Author : Wayne Munson
Publisher : Temple University Press
Page : 229 pages
File Size : 41,10 MB
Release : 2010-06-29
Category : Performing Arts
ISBN : 1439904286
The postmodern phenomenon of the talkshow and its place in American culture.
Author : Carolyn Taylor
Publisher : Random House
Page : 301 pages
File Size : 44,95 MB
Release : 2015-09-24
Category : Business & Economics
ISBN : 1473535859
A new, fully revised edition. The culture of an organisation can mean the difference between success and failure.
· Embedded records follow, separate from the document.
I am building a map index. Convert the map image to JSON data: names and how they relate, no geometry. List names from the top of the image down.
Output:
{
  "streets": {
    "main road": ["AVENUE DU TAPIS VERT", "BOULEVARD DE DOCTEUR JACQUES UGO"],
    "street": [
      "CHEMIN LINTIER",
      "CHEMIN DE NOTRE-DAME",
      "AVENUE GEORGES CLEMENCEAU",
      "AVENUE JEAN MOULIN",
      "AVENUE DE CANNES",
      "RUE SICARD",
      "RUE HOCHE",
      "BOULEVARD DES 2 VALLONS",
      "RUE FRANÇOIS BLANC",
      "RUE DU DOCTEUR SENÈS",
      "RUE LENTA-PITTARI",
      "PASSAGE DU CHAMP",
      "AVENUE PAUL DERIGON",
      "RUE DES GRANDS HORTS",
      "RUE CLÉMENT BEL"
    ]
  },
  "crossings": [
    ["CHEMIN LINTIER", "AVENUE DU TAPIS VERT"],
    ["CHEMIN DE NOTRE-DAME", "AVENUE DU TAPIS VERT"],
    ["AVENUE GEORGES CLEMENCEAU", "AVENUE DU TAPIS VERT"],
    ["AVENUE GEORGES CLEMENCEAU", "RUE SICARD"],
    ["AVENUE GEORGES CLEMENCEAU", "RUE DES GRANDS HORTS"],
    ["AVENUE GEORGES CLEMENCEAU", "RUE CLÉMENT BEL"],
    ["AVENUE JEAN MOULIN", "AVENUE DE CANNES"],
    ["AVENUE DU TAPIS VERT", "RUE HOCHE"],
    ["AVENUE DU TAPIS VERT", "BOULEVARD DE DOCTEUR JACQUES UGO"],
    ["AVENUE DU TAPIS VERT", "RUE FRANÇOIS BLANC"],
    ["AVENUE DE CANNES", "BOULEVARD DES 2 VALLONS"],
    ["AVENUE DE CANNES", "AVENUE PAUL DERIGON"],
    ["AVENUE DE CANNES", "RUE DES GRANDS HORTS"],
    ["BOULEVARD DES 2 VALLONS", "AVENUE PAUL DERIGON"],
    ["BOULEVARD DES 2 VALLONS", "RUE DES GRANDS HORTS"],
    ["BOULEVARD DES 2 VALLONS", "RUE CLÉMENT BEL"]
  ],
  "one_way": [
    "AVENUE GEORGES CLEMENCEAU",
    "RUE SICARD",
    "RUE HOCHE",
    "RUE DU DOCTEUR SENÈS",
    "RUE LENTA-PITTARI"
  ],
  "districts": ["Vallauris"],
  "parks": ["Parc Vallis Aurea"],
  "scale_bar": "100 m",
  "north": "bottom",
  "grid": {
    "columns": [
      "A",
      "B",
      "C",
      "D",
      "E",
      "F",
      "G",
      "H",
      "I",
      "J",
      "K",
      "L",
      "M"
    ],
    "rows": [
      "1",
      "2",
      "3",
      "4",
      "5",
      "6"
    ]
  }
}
Leaders cast long shadows, and if you want to change the culture you have to walk the talk. This book shows you how. Walking the Talk covers everything from measuring corporate culture to changing people's behaviour (including your own) and describes in detail six archetypes of company culture: Achievement, Customer-Centric, One-Team, Innovative, People-First and Greater-Good. Packed with fascinating examples and case histories, and drawing extensively on Carolyn Taylor's twenty years' experience of building great cultures, it will give you the confidence to build a culture of success in your own organisation.